Meta enfrentou algumas questões sérias sobre como usuários menores de idade podem interagir com seu chatbot com tecnologia de IA. As comunicações internas mais recentes obtidas do Gabinete do Procurador-Geral do Novo México mostram que o CEO da Meta, Mark Zuckerberg, se opôs a que os chatbots tivessem conversas “explícitas” com menores, mas também rejeitou a ideia de colocar controles parentais no recurso.

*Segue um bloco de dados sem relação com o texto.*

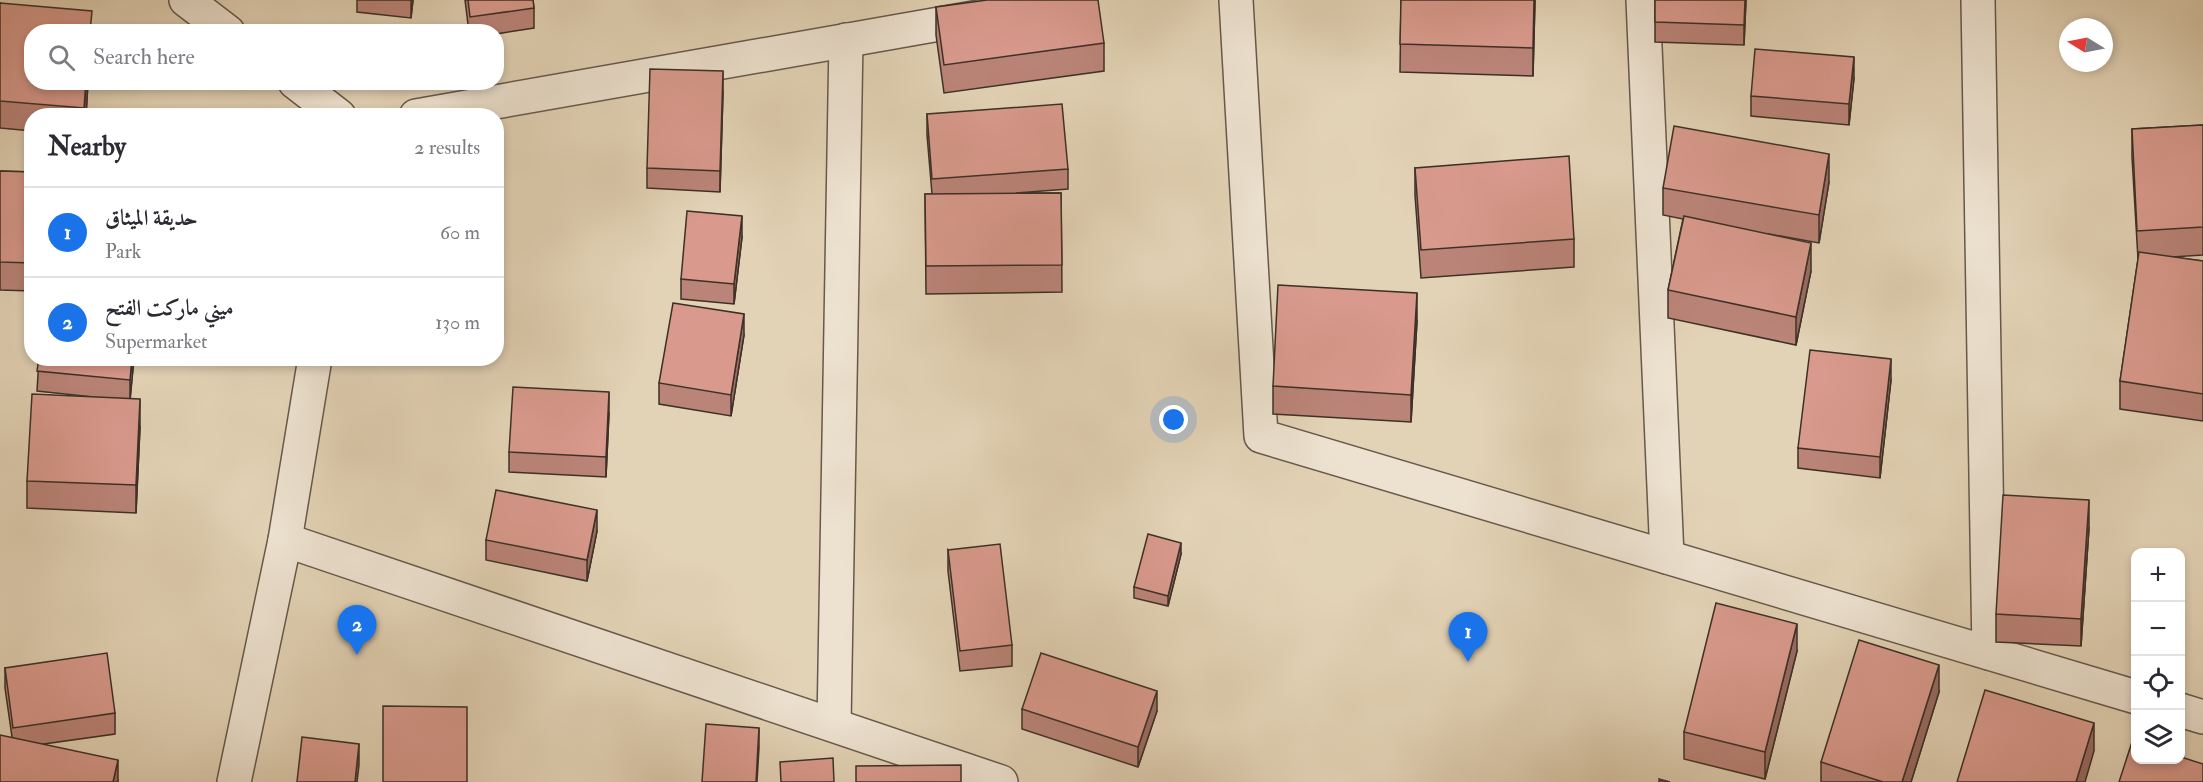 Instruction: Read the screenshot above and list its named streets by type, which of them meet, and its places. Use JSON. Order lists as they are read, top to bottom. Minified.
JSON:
{"north":"left","page":{"search":"Search here","heading":["Nearby","2 results"],"list":[{"mark":"1","name":"حديقة الميثاق","note":"Park","value":"60 m"},{"mark":"2","name":"ميني ماركت الفتح","note":"Supermarket","value":"130 m"}],"map_buttons":["+","−"],"pins":["2","1"]}} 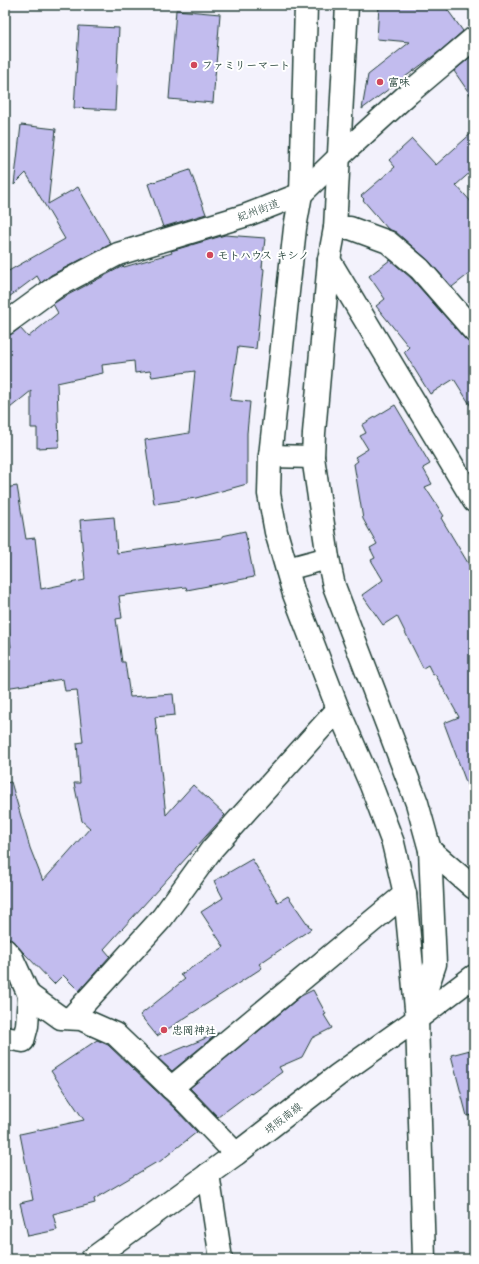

Reuters relatado Em uma troca entre dois funcionários não identificados da Meta, um deles escreveu: “Fizemos muita pressão para desligar a GenAI por meio do controle dos pais, mas a liderança da GenAI recuou, citando a decisão de Mark”. Em comunicado à publicação, Meta acusou o procurador-geral do Novo México de “selecionar documentos para pintar um quadro falho e impreciso”. O Novo México processou a Meta, alegando que a empresa “não conseguiu conter o fluxo de material sexual prejudicial e sugestões sexuais direcionadas a crianças”. O caso está previsto para ir a julgamento em fevereiro.
Apesar de estar disponível apenas por um curto período de tempo, o chatbot do Meta já acumulou um histórico de comportamento ofensivo, se não totalmente ilegal. abril de 2025, jornal de Wall Street A pesquisa mostrou que os chatbots da Meta podem se envolver em conversas sexuais fantasiosas com menores ou incentivá-los a se envolverem em conversas sexuais imitando menores. O relatório afirmava que Zuckerberg queria uma segurança mais flexível implementada em torno dos chatbots da Meta, mas um porta-voz negou que a empresa tivesse ignorado as proteções para crianças e adolescentes.
Um documento de revisão interna divulgado em agosto de 2025 detalhou várias situações hipotéticas sobre qual comportamento do chatbot seria aceitável, e os limites entre sensual e sexual pareciam bastante confusos. O documento também permitiu que o chatbot afirmasse conceitos racistas. Na altura, um funcionário disse ao Engadget que a linguagem ofensiva era uma hipótese e não uma política real e que não parecia ser uma grande melhoria e foi removida do documento.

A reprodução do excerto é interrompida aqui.